• **YOUR GOAL**: Which lines of the entries hold the string "Pedro"? Copy each one.
Segment Start: DATA EXTRACTS
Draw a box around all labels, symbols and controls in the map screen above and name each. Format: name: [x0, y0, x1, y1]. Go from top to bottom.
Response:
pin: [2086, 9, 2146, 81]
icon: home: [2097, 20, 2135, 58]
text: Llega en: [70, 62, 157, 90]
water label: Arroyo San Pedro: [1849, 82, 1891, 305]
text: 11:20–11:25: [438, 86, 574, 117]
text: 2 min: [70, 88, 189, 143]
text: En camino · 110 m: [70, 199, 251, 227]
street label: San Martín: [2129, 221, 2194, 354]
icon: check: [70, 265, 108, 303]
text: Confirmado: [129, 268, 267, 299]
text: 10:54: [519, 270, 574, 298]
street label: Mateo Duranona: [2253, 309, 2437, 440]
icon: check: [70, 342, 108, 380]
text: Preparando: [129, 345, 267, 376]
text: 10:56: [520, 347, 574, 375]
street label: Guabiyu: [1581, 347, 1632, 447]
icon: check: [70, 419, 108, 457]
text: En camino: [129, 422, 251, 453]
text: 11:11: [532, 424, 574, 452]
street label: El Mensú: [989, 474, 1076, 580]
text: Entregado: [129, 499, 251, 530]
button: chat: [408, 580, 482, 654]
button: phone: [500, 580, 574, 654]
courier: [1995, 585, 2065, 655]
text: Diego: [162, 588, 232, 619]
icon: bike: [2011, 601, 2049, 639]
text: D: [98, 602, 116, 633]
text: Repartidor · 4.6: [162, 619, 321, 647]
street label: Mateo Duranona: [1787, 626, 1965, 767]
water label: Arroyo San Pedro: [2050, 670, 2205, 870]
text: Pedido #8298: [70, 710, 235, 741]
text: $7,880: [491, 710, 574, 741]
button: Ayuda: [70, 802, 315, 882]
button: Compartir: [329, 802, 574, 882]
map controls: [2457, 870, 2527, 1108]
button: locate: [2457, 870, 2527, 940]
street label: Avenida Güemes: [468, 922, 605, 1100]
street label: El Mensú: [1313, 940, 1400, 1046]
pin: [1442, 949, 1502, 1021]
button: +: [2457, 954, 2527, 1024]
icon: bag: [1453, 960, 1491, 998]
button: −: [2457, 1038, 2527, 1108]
Segment End: DATA EXTRACTS
• **RESULT BELOW**:
water label: Arroyo San Pedro: [1849, 82, 1891, 305]
water label: Arroyo San Pedro: [2050, 670, 2205, 870]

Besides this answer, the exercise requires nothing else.